A Super Tuesday as Vermont Pushed to Overturn Citizens United
The people have spoken, loud and clear. Super Tuesday showed us that momentum is growing rapidly for a constitutional amendment to overturn the U.S. Supreme Court’s decision in Citizens United v. Federal Election Commission, which opened the floodgates of corporate cash in our elections. Tens of thousands of Vermonters sent a message through town meeting ballot initiatives and floor votes that democracy and constitutional rights are for people and that Congress should have the right to limit election spending.
At least 56 cities and towns in Vermont voted nearly unanimously Tuesday on local resolutions challenging corporate personhood. The resolutions called on the Vermont Legislature and congressional delegation to support a constitutional amendment that clarifies that money is not speech and corporations are not people. (For a complete list, visit www.citizen.org/Towns.) The effort – coordinated by Public Citizen, in partnership with Move to Amend/Women’s International League for Peace and Freedom, VPIRG, Vermont Peace and Justice Center, Common Cause and many other groups – shows that voters are attuned to the corrosive effects of money and politics, as well as corporate power in our democracy, and they are demanding it end.

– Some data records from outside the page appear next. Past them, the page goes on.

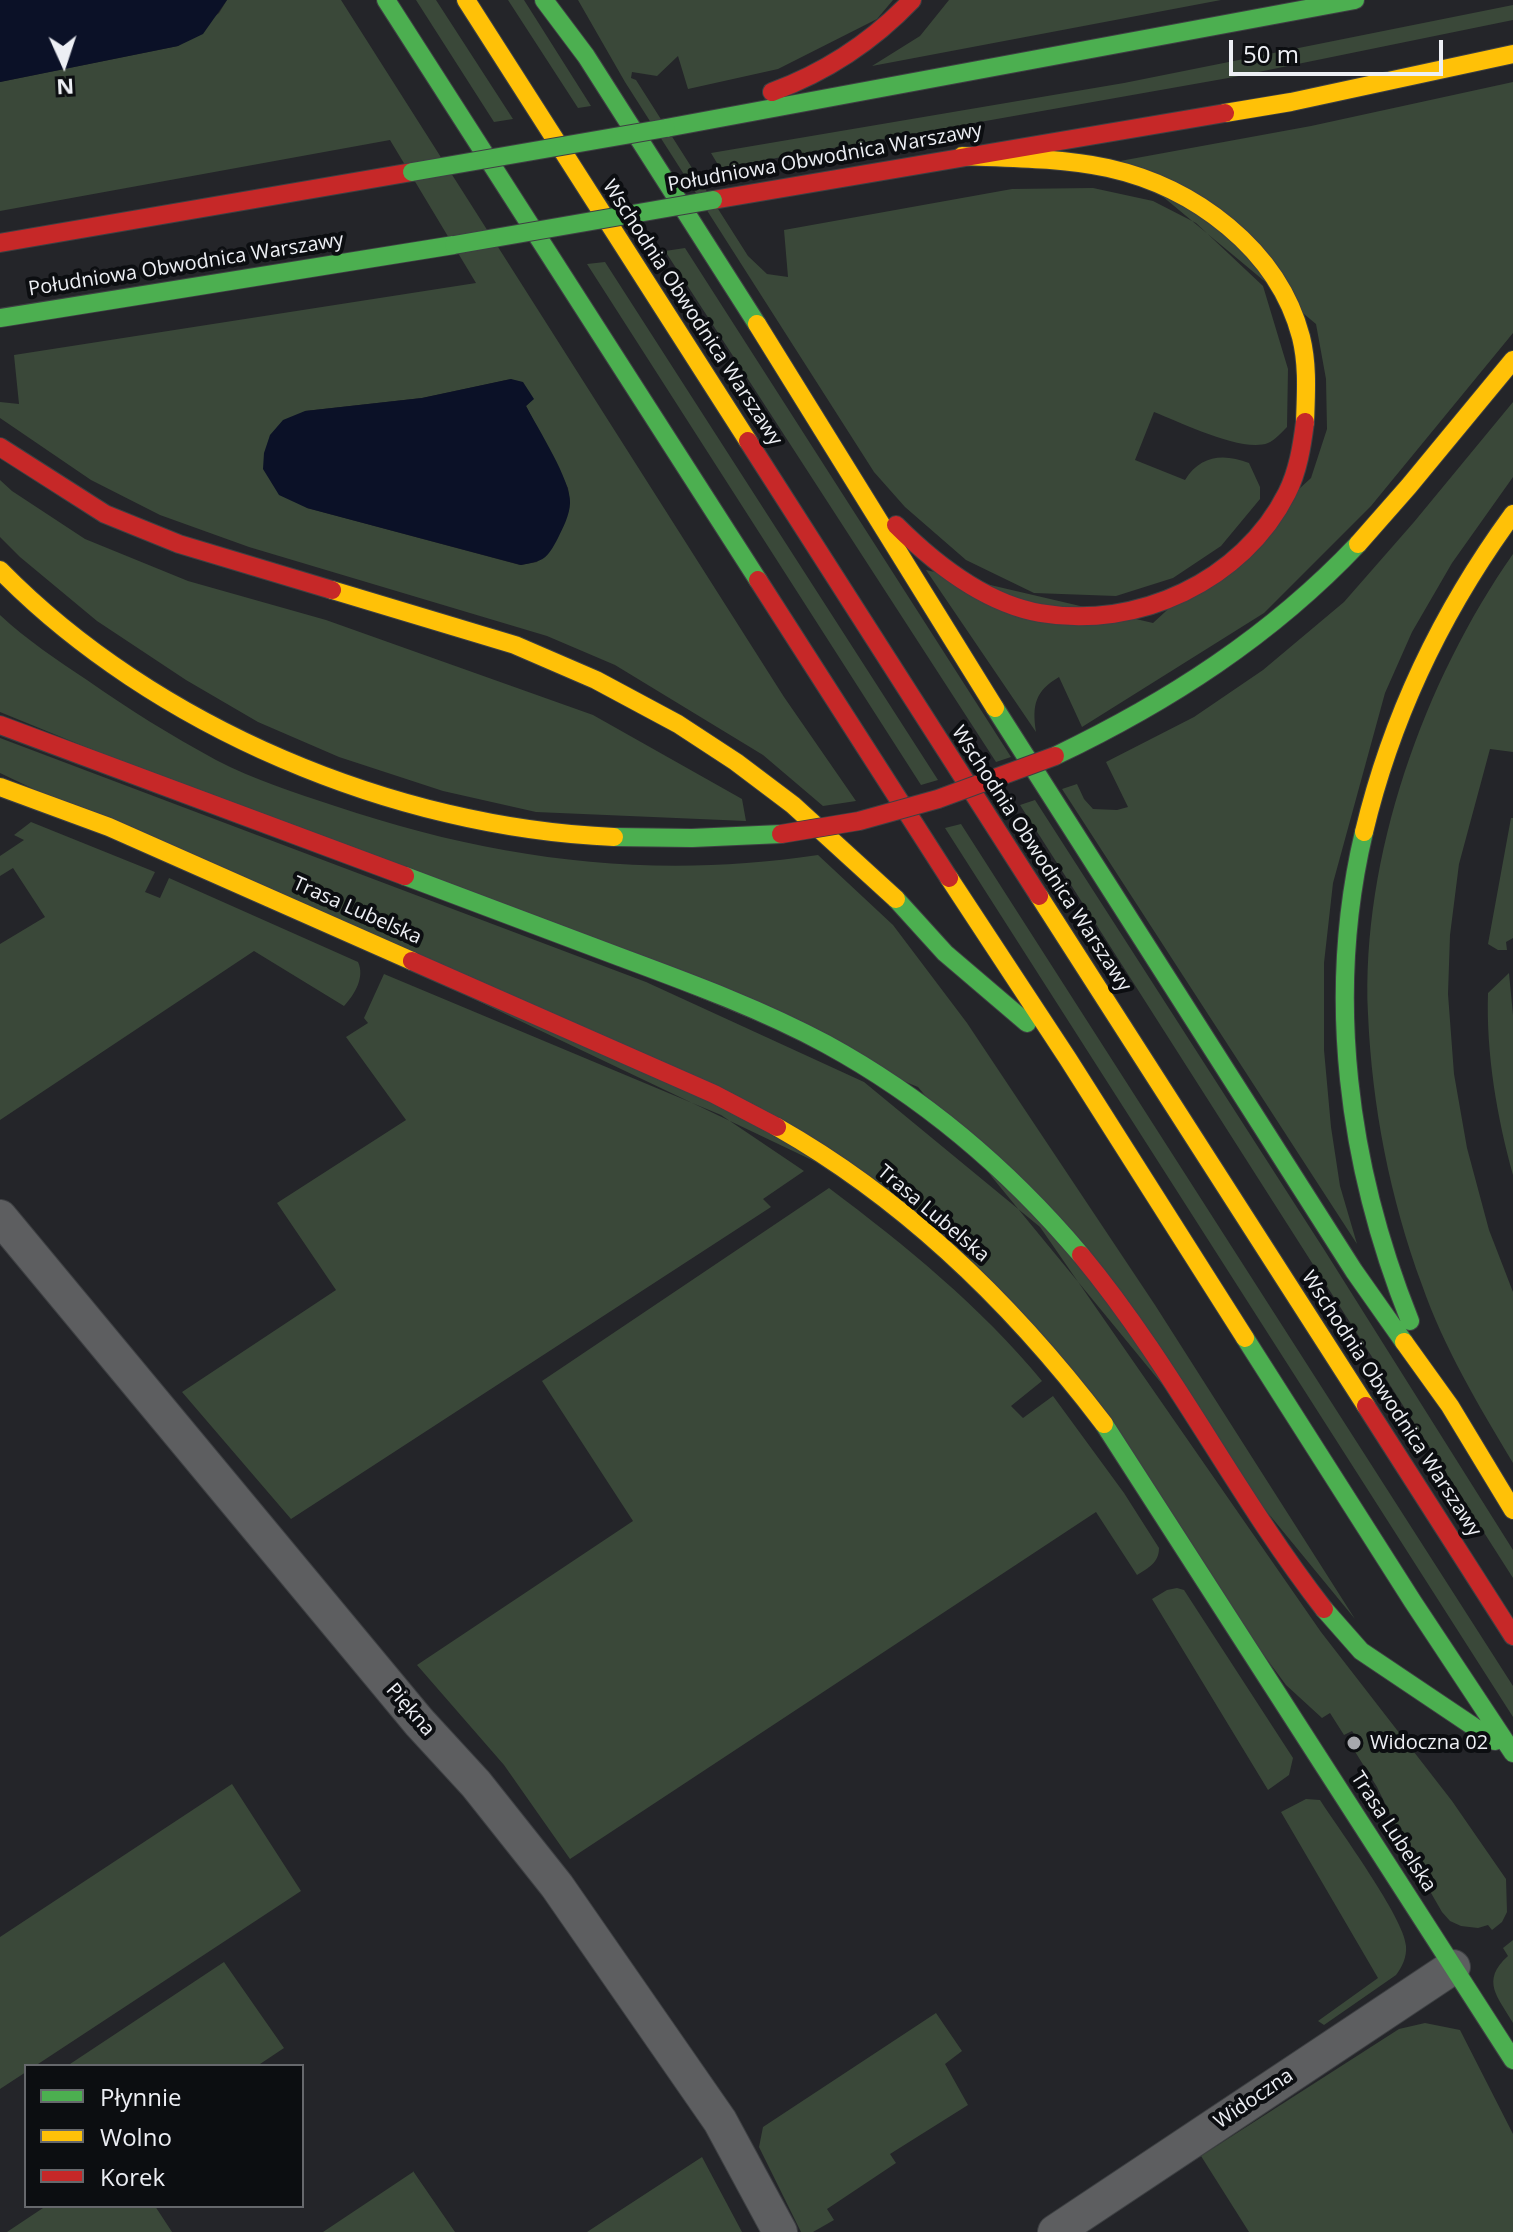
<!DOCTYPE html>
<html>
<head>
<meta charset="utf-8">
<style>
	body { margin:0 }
	#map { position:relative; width:1513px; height:2232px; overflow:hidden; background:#242529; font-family:"Open Sans",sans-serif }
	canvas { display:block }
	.legend { position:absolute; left:24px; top:2064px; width:280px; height:144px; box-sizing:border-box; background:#0c0e11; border:2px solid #66686c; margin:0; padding:10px 14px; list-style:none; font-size:24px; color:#edeff4 }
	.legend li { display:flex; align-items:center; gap:16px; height:40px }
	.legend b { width:40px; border:2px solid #66686c }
	.north { position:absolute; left:24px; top:24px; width:80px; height:80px; -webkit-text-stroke:6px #0c0e11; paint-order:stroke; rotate:177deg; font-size:22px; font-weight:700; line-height:32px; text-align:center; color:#edeff4 }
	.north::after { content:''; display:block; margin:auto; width:28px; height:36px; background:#edeff4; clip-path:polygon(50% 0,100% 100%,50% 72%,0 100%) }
	.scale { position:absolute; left:1229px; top:40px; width:214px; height:36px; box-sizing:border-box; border:4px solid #edeff4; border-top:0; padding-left:10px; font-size:24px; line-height:28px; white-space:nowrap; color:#edeff4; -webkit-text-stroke:6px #0c0e11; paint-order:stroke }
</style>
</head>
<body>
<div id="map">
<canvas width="1513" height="2232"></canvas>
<ul class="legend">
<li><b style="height:10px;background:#4caf50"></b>Płynnie</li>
<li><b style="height:10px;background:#ffc107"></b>Wolno</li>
<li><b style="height:10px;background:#c62828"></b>Korek</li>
</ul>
<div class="north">N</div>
<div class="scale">50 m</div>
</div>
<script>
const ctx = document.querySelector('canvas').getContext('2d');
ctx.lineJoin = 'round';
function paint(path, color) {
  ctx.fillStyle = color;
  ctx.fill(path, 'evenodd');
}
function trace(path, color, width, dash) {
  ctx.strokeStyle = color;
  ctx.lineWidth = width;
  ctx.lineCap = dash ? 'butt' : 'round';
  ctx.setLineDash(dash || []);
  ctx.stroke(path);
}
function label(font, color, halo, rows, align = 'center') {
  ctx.font = font + ' "Open Sans",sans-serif';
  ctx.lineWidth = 8;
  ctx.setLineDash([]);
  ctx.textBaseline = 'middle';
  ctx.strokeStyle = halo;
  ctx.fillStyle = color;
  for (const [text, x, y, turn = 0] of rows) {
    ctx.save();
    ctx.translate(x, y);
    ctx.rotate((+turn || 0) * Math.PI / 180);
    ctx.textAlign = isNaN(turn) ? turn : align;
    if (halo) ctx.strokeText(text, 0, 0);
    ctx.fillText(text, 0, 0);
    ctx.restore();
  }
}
paint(new Path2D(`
	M227,0H341L784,697L856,801L823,806L763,755L615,665L547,636L249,547L160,515L91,480L0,418V402L19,404L14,355L476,283L390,140L0,211V82L178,46L219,13ZM511,379L533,399L526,406L568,488L570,503L537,562L520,565L307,508L305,411L422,398Z
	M416,0H436L513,119L494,122Z
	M508,0H524L591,106L578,108Z
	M578,0H893L877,19L778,69L688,89L678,56L657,76L632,72L631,78L636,80L748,256L767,274L788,277L784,230L1012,189L1093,188L1153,201L1196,223L1263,286L1288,369L1287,427C1282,432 1275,440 1268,443C1242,453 1180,422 1154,412L1135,460L1185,480C1200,455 1224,453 1249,463L1260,487V499L1221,546L1173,578L1116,596L1034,593L966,560L905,507L874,472L625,82Z
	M949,0H1221L872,66L920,36Z
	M1513,5V20L1234,77L720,168L711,153L1124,83Z
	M1513,82V333L1371,506L1264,613L1082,727L1059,677C1035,691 1032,705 1036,732L926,570L1153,623L1311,478L1327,429L1326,379L1316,324L1120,161L1311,126Z
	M685,248L1011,757L996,762L665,251Z
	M605,262L938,780L921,785L587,264Z
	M1513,402V477L1452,563L1412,632L1385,693L1333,883L1324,963V1050L1331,1127L1340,1186L1357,1244L1062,789L1077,784L1084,799L1093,809L1117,810L1128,807L1106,762L1194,717L1263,670L1344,602L1414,522Z
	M0,480L12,491L85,539L188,581L326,620L593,715L742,799L746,821L536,812L443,791L339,757L258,722L186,680L97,621L20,557L0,537Z
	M1513,554V752L1490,749L1459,864L1450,935L1448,994L1454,1074L1467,1148L1489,1230L1513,1292V1463C1479,1406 1444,1348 1422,1285C1390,1198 1372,1107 1368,1014C1361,857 1424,681 1513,554Z
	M0,615C27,640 57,660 87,680C128,709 172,736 216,760C253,779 295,793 335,806C496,860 650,880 818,855L893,925L967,1023L1155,1305L1355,1619L918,1087L0,712Z
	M0,738L646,982L864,1082L1040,1227L1321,1632L1452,1801L1506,1879L1507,1912L1502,1922L1492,1930L1488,1925L1478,1928L1461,1926L1450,1921L1442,1912L1416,1867L1377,1787L1354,1750L1361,1745L1352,1731L1344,1735L1330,1713L1322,1718L1286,1685L944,1223L0,773Z
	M1035,800L1325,1251L1513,1550V1578L1020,805Z
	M1511,818H1513V938L1506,942L1507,950H1498L1488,944Z
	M31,822L155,872L145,892L160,898L169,878L358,962C365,977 355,994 344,1006L254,951L0,1120V944L45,917L13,868L0,876V856L24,840L14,835Z
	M961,824L1513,1686V1717L945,828Z
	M1509,973L1513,1015V1175C1497,1117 1486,1054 1488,993Z
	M384,974L721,1115L804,1171L763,1199L771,1207L291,1519L182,1392L336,1290L277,1203L406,1120L346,1037L368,1023L364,1018Z
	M829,1188C906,1246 980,1306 1042,1381L1011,1406L1023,1418L1053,1396L1124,1493L1159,1548C1159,1563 1148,1568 1137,1575L1096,1512L570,1859L504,1765L417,1665L633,1521L542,1381Z
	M1177,1588L1184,1590L1293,1758L1289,1775L1268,1790L1152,1599L1167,1590Z
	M232,1784L301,1891L35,2066H26V2072L0,2089V1937Z
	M1306,1799L1320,1800C1338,1828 1405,1919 1406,1946C1407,1957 1402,1967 1396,1975L1324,2025L1318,2021L1378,1978L1281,1812Z
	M1513,1940V2023C1498,1997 1480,1981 1508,1956L1503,1948Z
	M224,1962L284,2048L257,2066H67Z
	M936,2013L962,2051L945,2064L968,2105L890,2154L896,2163L827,2209L834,2220L813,2232H801L759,2147L763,2127Z
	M1425,2023L1460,2030L1513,2134V2232H1249L1201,2156L1399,2029Z
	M702,2157L742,2232H587Z
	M413,2171L455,2232H323L413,2172Z
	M46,2206H155L172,2232H7Z`), '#3a4839');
paint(new Path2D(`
	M0,0H227L203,34L178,46L0,82Z
	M511,379L523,382L534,399L526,406C537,427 572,482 570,503C570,514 563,528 558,538C547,559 544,561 521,565L307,508L279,495L263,469L264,453L270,435L283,420L305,411L422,398Z`), '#0b1127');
const street = new Path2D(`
	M0,1217L419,1722L476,1784L557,1886L720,2121L780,2232
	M1055,2232L1453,1967`);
const fast = new Path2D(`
	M386,0L758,580
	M544,0L586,56L757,324
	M666,128L1355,0
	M0,318L454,245
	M995,708L1354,1271L1404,1342
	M1055,756C1168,702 1271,636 1358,544
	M1364,832C1325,996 1348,1166 1410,1321
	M614,837L692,838L781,834
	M405,876C477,903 548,930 620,957C690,983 761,1009 826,1044C923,1097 1010,1171 1081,1255
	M896,899L945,953L1027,1023
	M1245,1338L1413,1602L1513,1753
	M1104,1424L1513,2060
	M1324,1609L1361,1651L1495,1741`);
const slow = new Path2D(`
	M466,0L748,441
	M1225,113L1291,102L1513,54
	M962,156C1011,158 1060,158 1108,168C1194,187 1278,249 1301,337C1308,365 1306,393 1305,422
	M757,324L995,708
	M1358,544L1409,486L1513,360
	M0,570C154,727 395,828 614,837
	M332,590L515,645L596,680L678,724L736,762L793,805L896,899
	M0,787L109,827L412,961
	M1364,832C1392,715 1442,611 1513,514
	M949,878L1068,1059L1245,1338
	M1039,896L1366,1406
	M777,1127C906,1200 1015,1307 1104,1424
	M1404,1342L1450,1406L1513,1510`);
const jam = new Path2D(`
	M772,92C826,72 872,42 912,0
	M713,200L1225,113
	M0,243L412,172
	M748,441L1039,896
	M0,447L105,514L179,544L332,590
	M896,525C935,564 984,603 1040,613C1137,630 1243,581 1287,493C1298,471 1302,446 1305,422
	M758,580L949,878
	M0,725L405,876
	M412,961L714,1094L777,1127
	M1081,1255C1173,1366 1236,1496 1324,1609
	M1366,1406L1513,1636`);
trace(street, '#3e4043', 36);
trace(fast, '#3e4043', 20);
trace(slow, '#3e4043', 20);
trace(jam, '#3e4043', 20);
trace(street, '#5d5e60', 34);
trace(fast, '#4caf50', 18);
trace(slow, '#ffc107', 18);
trace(jam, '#c62828', 18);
const fastBridge = new Path2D(`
	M412,172L666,128
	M454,245L713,200`);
const jamBridge = new Path2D(`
	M781,834L859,821L938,799L1055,756`);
trace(fastBridge, '#3e4043', 20, []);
trace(jamBridge, '#3e4043', 20, []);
trace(fastBridge, '#4caf50', 18);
trace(jamBridge, '#c62828', 18);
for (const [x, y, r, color] of [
	[1354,1743,8,"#a7a8ad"]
]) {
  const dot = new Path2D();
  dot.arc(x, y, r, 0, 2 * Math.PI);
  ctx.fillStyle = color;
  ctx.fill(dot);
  trace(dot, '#0c0e11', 3);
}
label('20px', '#edeff4', '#0c0e11', [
	["Południowa Obwodnica Warszawy",825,158,-10],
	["Południowa Obwodnica Warszawy",186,265,-9],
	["Wschodnia Obwodnica Warszawy",692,313,57],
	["Wschodnia Obwodnica Warszawy",1041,859,57],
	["Trasa Lubelska",357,911,24],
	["Trasa Lubelska",933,1214,40],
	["Wschodnia Obwodnica Warszawy",1391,1404,57],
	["Piękna",410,1710,49],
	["Trasa Lubelska",1393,1832,57],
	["Widoczna",1254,2099,-34]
]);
label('20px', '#edeff4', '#0c0e11', [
	["Widoczna 02",1370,1743]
], 'left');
</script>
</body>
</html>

Support for the resolution cut across party lines. Six towns in Republican districts and 13 cities and towns that have sent both Democrats and Republicans to the state Legislature voted for the resolution by wide margins. This bipartisan opposition to the Citizens United ruling mirrors several nationwide polls on the issue.
We expect similar demonstrations of support throughout the country in the coming months. Today, Public Citizen is launching Resolutions Week, a campaign to get as many local pro-amendment resolutions passed as possible in the second week of June. Already more than 500 Public Citizen activists in 300 cities and towns have signed up to help pass resolutions in their towns. Public Citizen is coordinating the effort with a number of other groups, including the Communications Workers of America, U.S. PIRG, Main Street Alliance, the Move to Amend coalition and People For the American Way.